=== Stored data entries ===
++++++++++

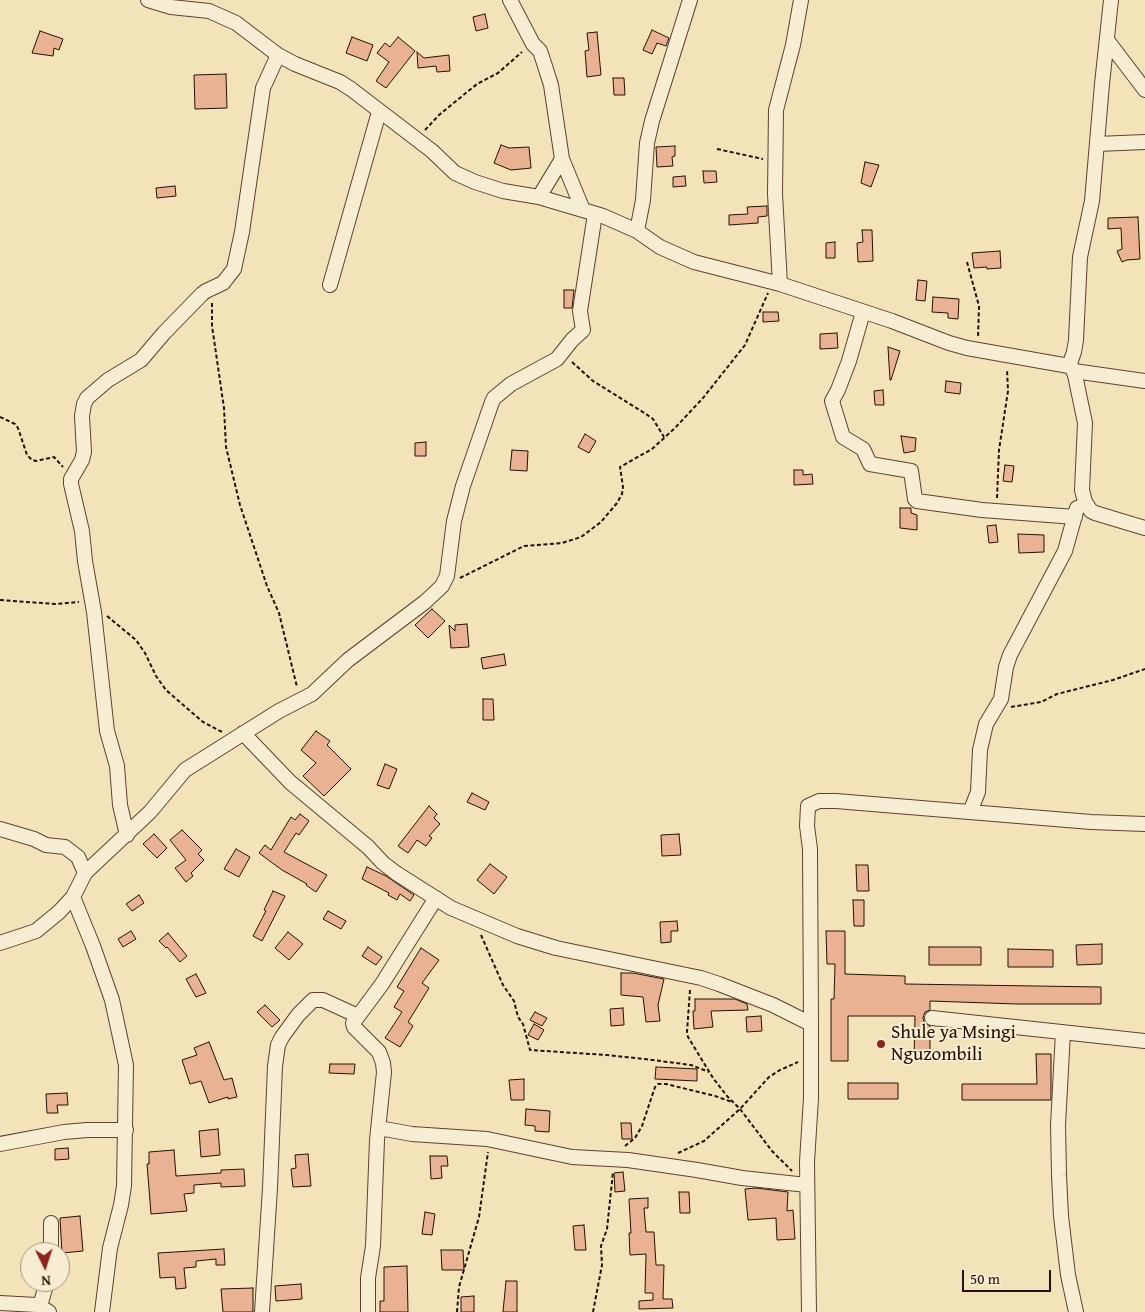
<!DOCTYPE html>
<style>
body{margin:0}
#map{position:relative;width:1145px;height:1312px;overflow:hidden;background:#f3e3b9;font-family:"Gentium Book Plus",serif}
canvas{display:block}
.north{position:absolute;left:20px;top:1242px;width:50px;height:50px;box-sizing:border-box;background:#f7edd2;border:1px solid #a3957f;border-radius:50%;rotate:176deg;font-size:14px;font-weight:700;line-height:20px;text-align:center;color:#261003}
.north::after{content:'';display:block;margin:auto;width:18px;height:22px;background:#8f2418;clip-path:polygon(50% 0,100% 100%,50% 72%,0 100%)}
.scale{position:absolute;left:962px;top:1270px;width:89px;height:22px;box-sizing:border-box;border:2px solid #261003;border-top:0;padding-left:6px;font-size:15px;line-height:18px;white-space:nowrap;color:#261003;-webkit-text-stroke:4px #f7edd2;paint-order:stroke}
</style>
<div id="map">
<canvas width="1145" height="1312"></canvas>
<div class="north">N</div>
<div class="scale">50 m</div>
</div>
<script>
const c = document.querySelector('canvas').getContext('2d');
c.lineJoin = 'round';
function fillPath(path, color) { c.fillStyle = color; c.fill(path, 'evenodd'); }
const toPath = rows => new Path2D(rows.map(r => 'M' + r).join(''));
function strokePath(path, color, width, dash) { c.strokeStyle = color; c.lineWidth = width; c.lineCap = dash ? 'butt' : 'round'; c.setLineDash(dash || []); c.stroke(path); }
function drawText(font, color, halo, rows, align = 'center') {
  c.font = font + ' "Gentium Book Plus",serif'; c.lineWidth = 4; c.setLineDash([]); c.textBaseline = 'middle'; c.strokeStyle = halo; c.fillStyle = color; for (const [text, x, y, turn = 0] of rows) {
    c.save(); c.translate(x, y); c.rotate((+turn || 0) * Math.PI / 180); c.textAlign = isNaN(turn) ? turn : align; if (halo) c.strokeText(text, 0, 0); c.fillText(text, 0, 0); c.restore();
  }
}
const building = toPath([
 [485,14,488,28,476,31,473,17,485,14],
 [652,30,669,38,666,46,657,43,652,54,643,50,652,30],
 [40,31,63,39,59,50,54,48,53,56,32,53,40,31],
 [597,32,601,75,587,77,585,51,589,50,587,33,597,32],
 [352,37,373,45,367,61,346,53,352,37],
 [398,37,415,51,386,88,376,81,389,62,377,53,385,43,390,47,398,37],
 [417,52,424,58,449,55,450,71,437,72,436,66,418,68,417,52],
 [226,74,227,108,195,109,194,75,226,74],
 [613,78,624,78,625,95,614,95,613,78],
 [501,145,509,148,529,147,531,168,511,170,494,163,501,145],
 [675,146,675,156,672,157,673,166,657,167,656,147,675,146],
 [865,162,879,165,871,187,861,183,865,162],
 [703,171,716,171,717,182,704,183,703,171],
 [685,176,686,186,673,187,673,177,685,176],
 [175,186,176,196,157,198,156,188,175,186],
 [767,206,767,216,758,217,758,223,729,225,729,215,748,214,747,207,767,206],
 [1138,217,1140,259,1127,260,1122,262,1117,251,1122,249,1121,228,1108,229,1108,218,1138,217],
 [862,230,872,230,873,261,858,262,857,243,863,242,862,230],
 [835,242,835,258,826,258,826,243,835,242],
 [1000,251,1001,268,987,269,987,267,974,268,972,253,1000,251],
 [918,280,927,281,925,301,916,300,918,280],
 [564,290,574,290,572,308,564,308,564,290],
 [933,297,959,299,958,319,948,318,948,313,932,312,933,297],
 [763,312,778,312,779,321,763,322,763,312],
 [837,333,838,348,820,349,820,334,837,333],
 [888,347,900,351,891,380,890,380,888,347],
 [946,381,961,383,960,394,945,392,946,381],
 [883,390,884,405,875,405,874,391,883,390],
 [585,434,596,441,589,453,578,447,585,434],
 [901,436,916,438,915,451,904,453,901,436],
 [426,442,426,456,415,456,415,443,426,442],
 [512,450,528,451,527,471,510,470,512,450],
 [1005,465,1014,466,1012,482,1003,481,1005,465],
 [794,470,803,470,803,475,812,474,813,484,794,485,794,470],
 [900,508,911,508,911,513,917,515,917,530,900,528,900,508],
 [996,525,998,542,989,543,987,526,996,525],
 [1018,534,1044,535,1044,552,1019,553,1018,534],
 [432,609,445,621,428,638,415,625,432,609],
 [467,624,469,647,451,648,449,625,455,631,455,625,467,624],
 [504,654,506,665,483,669,481,658,504,654],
 [483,699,493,699,494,720,483,720,483,699],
 [316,731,330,741,327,745,351,769,324,796,303,776,316,763,301,750,316,731],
 [385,764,397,769,389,789,377,785,385,764],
 [472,793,489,802,485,810,467,802,472,793],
 [429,806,437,814,434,818,440,824,429,836,432,838,426,846,417,840,408,853,398,846,429,806],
 [300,814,309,821,299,835,296,833,284,852,327,875,316,892,306,885,307,884,282,870,259,853,265,845,271,850,291,817,295,820,300,814],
 [182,830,202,850,198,854,204,860,191,873,193,876,186,882,175,868,186,860,170,840,182,830],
 [154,834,167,848,157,858,143,844,154,834],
 [679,834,681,855,662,856,661,835,679,834],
 [236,849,250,857,239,877,224,869,236,849],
 [490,864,507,877,494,894,477,880,490,864],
 [856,865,868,865,869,891,857,891,856,865],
 [367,867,386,876,414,895,410,901,400,894,397,900,388,895,389,893,362,879,367,867],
 [273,891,285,896,262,941,253,936,266,911,264,910,273,891],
 [139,895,144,903,132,911,126,904,139,895],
 [853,900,864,900,864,926,854,926,853,900],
 [328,911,346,921,341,929,323,919,328,911],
 [677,921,678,931,671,931,671,942,661,943,660,922,677,921],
 [131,931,136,939,123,947,118,939,131,931],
 [826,931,845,931,845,974,905,976,905,984,1101,987,1101,1004,1017,1004,930,1001,930,1010,925,1012,923,1018,924,1022,930,1026,930,1060,914,1059,915,1016,848,1016,848,1061,831,1061,831,999,834,999,835,964,827,964,826,931],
 [288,932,303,944,289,960,275,948,288,932],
 [168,933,187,956,180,962,167,947,166,948,159,941,168,933],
 [1102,944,1102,964,1077,965,1076,945,1102,944],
 [368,947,382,957,376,965,362,956,368,947],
 [929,947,981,947,981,965,929,965,929,947],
 [421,948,439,960,422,983,429,988,408,1022,413,1026,400,1047,385,1038,402,1012,394,1007,404,991,397,987,421,948],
 [1008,949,1053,950,1053,967,1008,967,1008,949],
 [621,973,633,973,664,979,658,1005,660,1021,646,1022,643,997,621,995,621,973],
 [196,974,206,993,196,997,186,979,196,974],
 [695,999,735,999,747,1004,748,1010,711,1011,713,1027,694,1029,693,1011,695,1011,695,999],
 [265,1005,280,1020,272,1027,257,1012,265,1005],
 [623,1008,624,1025,611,1026,610,1009,623,1008],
 [535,1012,547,1018,542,1026,530,1020,535,1012],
 [761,1016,762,1031,747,1032,746,1017,761,1016],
 [534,1024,544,1030,538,1040,528,1035,534,1024],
 [209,1042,224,1080,232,1078,237,1097,228,1099,228,1097,209,1103,201,1081,190,1084,182,1060,197,1055,194,1048,209,1042],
 [1036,1054,1051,1054,1051,1100,962,1100,962,1084,1037,1084,1036,1054],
 [330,1064,355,1064,354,1074,329,1073,330,1064],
 [656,1067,697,1069,697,1081,655,1079,656,1067],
 [524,1079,524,1100,511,1100,509,1080,524,1079],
 [848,1083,898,1083,898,1099,848,1099,848,1083],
 [67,1093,68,1105,57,1105,58,1113,47,1113,46,1094,67,1093],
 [526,1109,550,1111,549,1132,535,1131,535,1126,525,1125,526,1109],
 [621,1123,631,1123,632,1139,622,1139,621,1123],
 [218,1129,220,1155,201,1157,199,1131,218,1129],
 [68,1148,69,1159,55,1160,55,1149,68,1148],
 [174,1150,176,1176,221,1173,221,1170,244,1169,245,1186,221,1187,221,1183,194,1185,194,1193,184,1194,187,1211,151,1214,147,1164,149,1164,149,1152,174,1150],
 [308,1154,311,1186,293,1187,291,1169,296,1168,295,1155,308,1154],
 [430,1156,447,1156,448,1166,441,1166,442,1178,431,1179,430,1156],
 [623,1172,625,1191,615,1192,614,1173,623,1172],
 [756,1188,788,1192,787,1211,793,1210,795,1239,777,1240,776,1218,748,1220,745,1189,756,1188],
 [679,1192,689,1192,690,1213,680,1213,679,1192],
 [648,1198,648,1208,644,1208,646,1232,654,1232,656,1265,664,1265,663,1299,672,1299,673,1308,639,1309,639,1301,653,1300,653,1293,645,1293,646,1254,630,1255,629,1233,631,1233,629,1199,648,1198],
 [425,1212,435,1214,432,1235,422,1234,425,1212],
 [80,1216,83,1251,62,1253,60,1218,80,1216],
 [584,1225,586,1250,575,1250,573,1226,584,1225],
 [224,1249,225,1265,216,1265,216,1259,196,1261,196,1267,184,1268,186,1288,176,1289,175,1277,160,1278,158,1253,224,1249],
 [441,1250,463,1250,464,1270,442,1270,441,1250],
 [407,1266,408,1312,380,1312,380,1301,384,1301,384,1267,407,1266],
 [506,1281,517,1281,517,1312,503,1312,506,1281],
 [301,1284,302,1299,276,1301,275,1286,301,1284],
 [253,1288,253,1312,223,1312,221,1289,253,1288],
 [474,1296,474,1312,461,1312,461,1297,474,1296]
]);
fillPath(building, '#e9b393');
strokePath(building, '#261003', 1);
const minor = toPath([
 [148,0,171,7,209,11,236,23,278,55,295,64,340,82,351,89,432,151,455,173,475,182,503,191,539,197,603,216,637,231,660,247,694,262,780,284,892,321,949,343,967,348,1069,366,1072,368,1075,375,1085,423,1082,490,1085,502,1091,511,1095,513,1145,528],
 [510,0,533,44,540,51,544,63,551,85,562,159,583,210],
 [1107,40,1145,90],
 [1097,144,1145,142],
 [539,197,562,159],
 [637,231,643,200,647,143,652,121,690,0],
 [780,284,775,194,776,110,793,45,801,0],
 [330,285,379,112],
 [863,312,849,361,838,390,832,401,843,437,863,449,870,464,911,471,915,499,917,501,982,510,1075,517],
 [1069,366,1074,352,1076,340,1080,257,1092,201,1102,84,1111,0],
 [1074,371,1145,381],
 [243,733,290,782,368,847,383,863,396,873,451,908,517,936,556,948,701,978,719,984,773,1005,811,1024],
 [970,812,978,792,980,750,986,724,1001,699,1006,667,1010,655,1065,551,1077,508],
 [0,829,34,839,46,845,65,847,78,857,85,873],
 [127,835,120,805,117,766,107,731,94,612,85,561,82,531,71,484,71,479,82,460,84,452,82,416,84,404,87,398,108,380,141,360,164,333,202,294,206,291,223,283,234,269,242,232,263,88,278,55],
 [73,897,93,946,112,1000,126,1065,124,1186,121,1205,110,1248,102,1312],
 [0,943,36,931,59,912,73,897,85,873,150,812,185,770,279,711,312,694,348,660,425,602,442,586,447,576,454,521,463,486,492,402,494,398,511,384,557,359,572,340,583,330,580,311,595,214],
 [932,1018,1145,1041],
 [1063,1032,1058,1125,1059,1175,1061,1216,1068,1275,1076,1312],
 [379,1128,412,1134,487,1139,572,1157,628,1160,697,1170,742,1178,807,1185],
 [0,1144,64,1132,87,1130,126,1130],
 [51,1223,51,1252],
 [0,1303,37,1305,49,1312],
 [40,1306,47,1282],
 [262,1312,270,1188,275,1066,278,1045,282,1037,298,1015,313,1000,323,1000,358,1016],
 [368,1312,368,1278,373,1246,377,1140,384,1072,383,1063,379,1052,354,1027,353,1023,382,984,436,898],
 [809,1312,807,1162,811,1098,811,1024,810,849,807,826,808,806,819,801,836,801,1091,822,1145,824]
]);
strokePath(minor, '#594530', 16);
strokePath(toPath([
 [425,130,439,115,477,84,498,73,522,52],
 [717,149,763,159],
 [967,262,979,306,978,338],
 [212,303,212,326,224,408,226,447,240,505,267,586,279,613,297,687],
 [572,362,593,381,646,414,653,419,664,437],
 [0,417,15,424,18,428,27,455,32,460,36,461,54,457,63,467],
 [997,498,999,450,1008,391,1007,369],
 [460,578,524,546,562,543,581,537,601,522,617,503,622,494,623,487,620,467,652,449,675,428,703,398,745,345,768,293],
 [0,600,55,604,79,602],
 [107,616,136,640,145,653,156,676,166,690,203,722,222,732],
 [1011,707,1041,702,1057,694,1113,680,1145,669],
 [481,935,503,985,514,1001,518,1017,523,1024,530,1050,606,1055,645,1059,691,1065,709,1072],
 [690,990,687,1032,688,1037,713,1078,727,1096,740,1109,772,1151,792,1171],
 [625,1146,635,1138,642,1126,655,1087,658,1084,666,1084,715,1096,732,1102],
 [678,1153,704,1141,740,1109,769,1077,780,1070,798,1062],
 [457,1312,459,1287,479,1217,488,1152],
 [593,1312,602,1265,601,1246,607,1229,613,1172]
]), '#261003', 2, [4, 2.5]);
strokePath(minor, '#f7edd2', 14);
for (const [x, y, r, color] of [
 [881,1044,5,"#8f2418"]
]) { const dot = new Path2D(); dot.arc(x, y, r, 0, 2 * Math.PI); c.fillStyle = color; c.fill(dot); strokePath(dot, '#f7edd2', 2); }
drawText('19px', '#261003', '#f7edd2', [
 ["Shule ya Msingi",891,1033],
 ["Nguzombili",891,1055]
], 'left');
</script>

++++++++++

=== Exercise goal ===
Search the entries for the string "strokeStyle". Copy every line that has it.

=== Exercise answer ===
function strokePath(path, color, width, dash) { c.strokeStyle = color; c.lineWidth = width; c.lineCap = dash ? 'butt' : 'round'; c.setLineDash(dash || []); c.stroke(path); }
  c.font = font + ' "Gentium Book Plus",serif'; c.lineWidth = 4; c.setLineDash([]); c.textBaseline = 'middle'; c.strokeStyle = halo; c.fillStyle = color; for (const [text, x, y, turn = 0] of rows) {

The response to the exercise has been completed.